1) Nosferatu: A Symphony of Horror, 1922
FW Murnau was one of the very first to take on the gothic genre, with a version of Bram Stoker’s Dracula which was not authorised but became a huge hit nonetheless. The now iconic rabbit-toothed vampire played by Max Schreck was the first actor to play the infamous count, in a film that is undoubtedly a classic.
2) Dracula, 1933
Tod Browning took on the same tale 11 years later, casting Lela Lugosi as the vampiric star – a man who had played the part for Browning onstage. He was the perfect man for the role, many believe, although he never got the recognition he really deserved.
3) Rebecca, 1940
Daphne du Maurier’s works of fiction have been adapted by a number of highly regarded directors, but Hitchcock did something very special with this screen translation of Rebecca. A young woman (Rebecca) is haunted by the apparition of her husband’s first wife, and there is also the super-creepy Mrs Danvers to contend with.
4) Frankenstein, 1931
Mary Shelley’s classic gothic novel was first brought to life on the silver screen in 1931 by James Whale. Boris Karloff made cinematic history with his portrayal of Dr Frankenstein’s monster, the tortured creature that would return to screen in dozens of different reincarnations.

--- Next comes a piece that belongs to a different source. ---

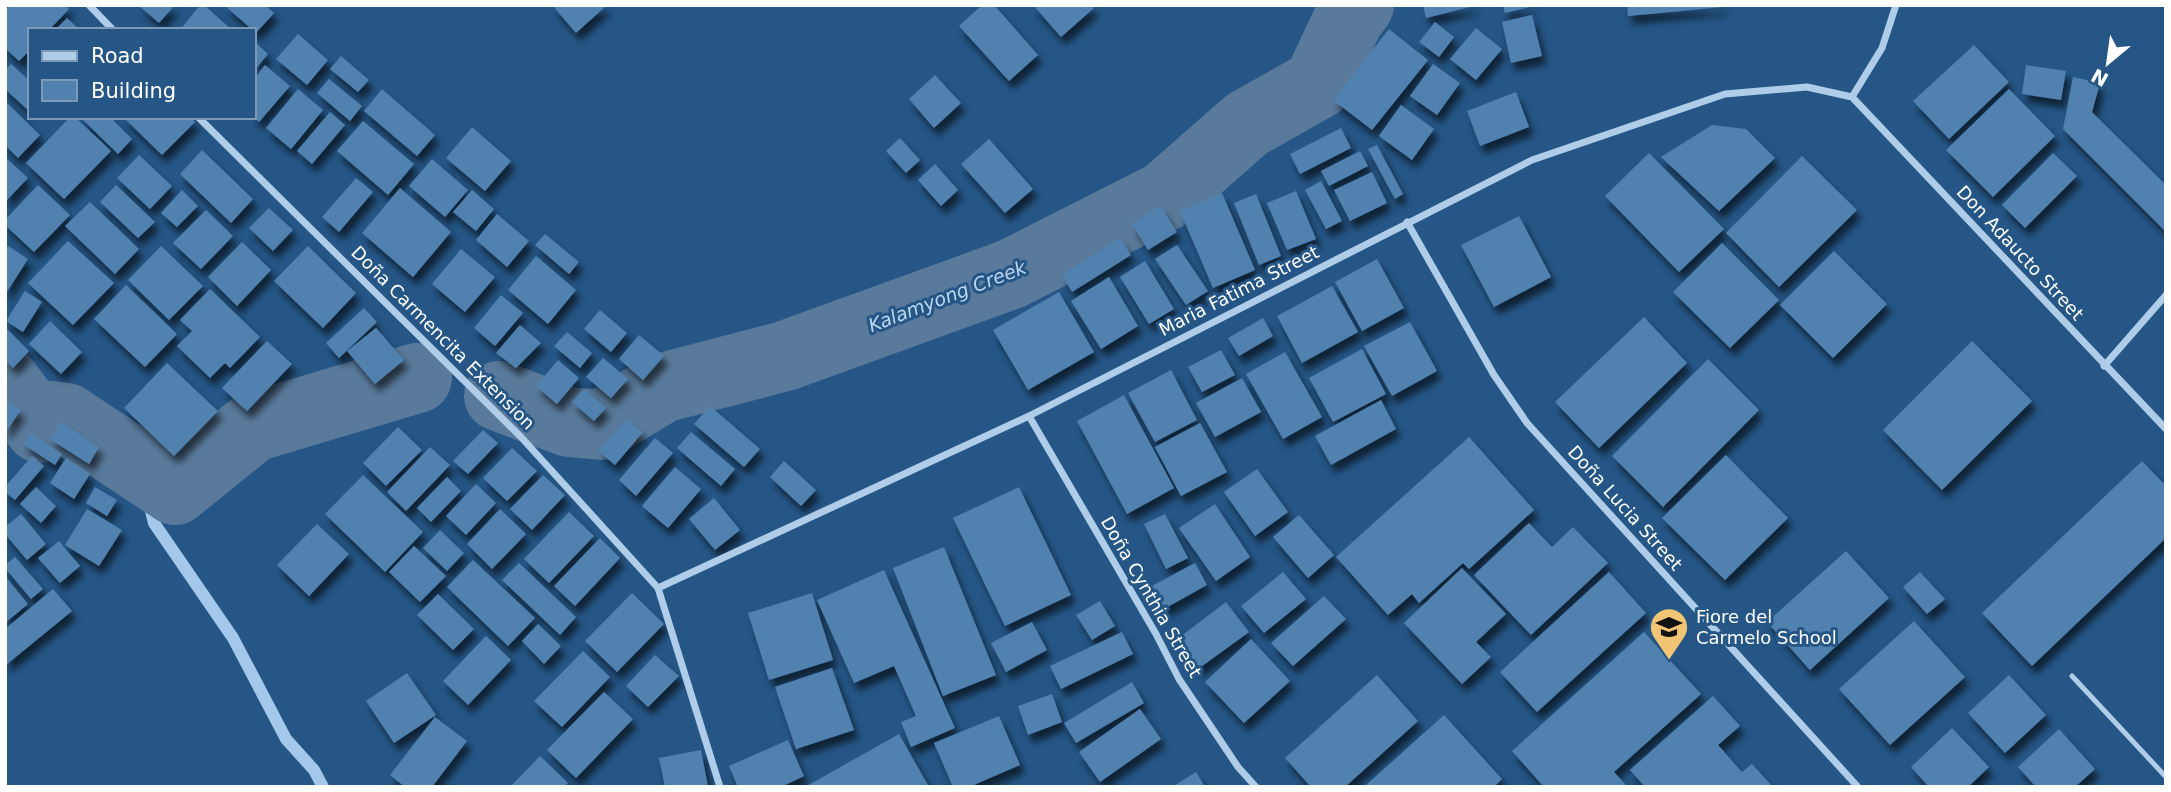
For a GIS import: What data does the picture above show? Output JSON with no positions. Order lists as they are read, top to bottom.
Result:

5) Horror of Dracula, 1958
Originally named simply Dracula this Hammer version is more widely known as the above title. Peter Cushing and Christopher Lee end up in a fatal battle as vampire hunter and vampire in what was an international hit.
6) Rosemary’s Baby, 1968
Roman Polanski filled his 1968 movie with real terror, and ancient horror tales into a modern day New York City. Mia Farrow is the lucky girl who gets to carry Satan’s child in this (relatively) modern classic.
7) The Pit and the Pendulum, 1961
Director Roger Corman was a huge fan of Edgar Allan Poe and this inspiration is perhaps best illustrated in The Pit and the Pendulum. The title of this movie refers to the giant razor sharp blade that swings ever closer to its victim. This film also features the wonderful horror actor Vincent Price in his prime.
8) Near Dark, 1987
Lance Henrikson is the prominent lead deathless soul that roams the earth in search of blood, in this story of love, horror, death and romance.
9) Suspiria, 1977
Ballet mixes with occult secrets in a European dance school in this Poe-inspired gothic tale from Dario Argento.
10) The Orphanage, 2007
Children in gothic movies are always creepy, and especially so when Guillero del Toro is involved (as executive producer in this film). JA Bayona’s story of lost children searching for mother figures is heart wrenching, surreal and chilling.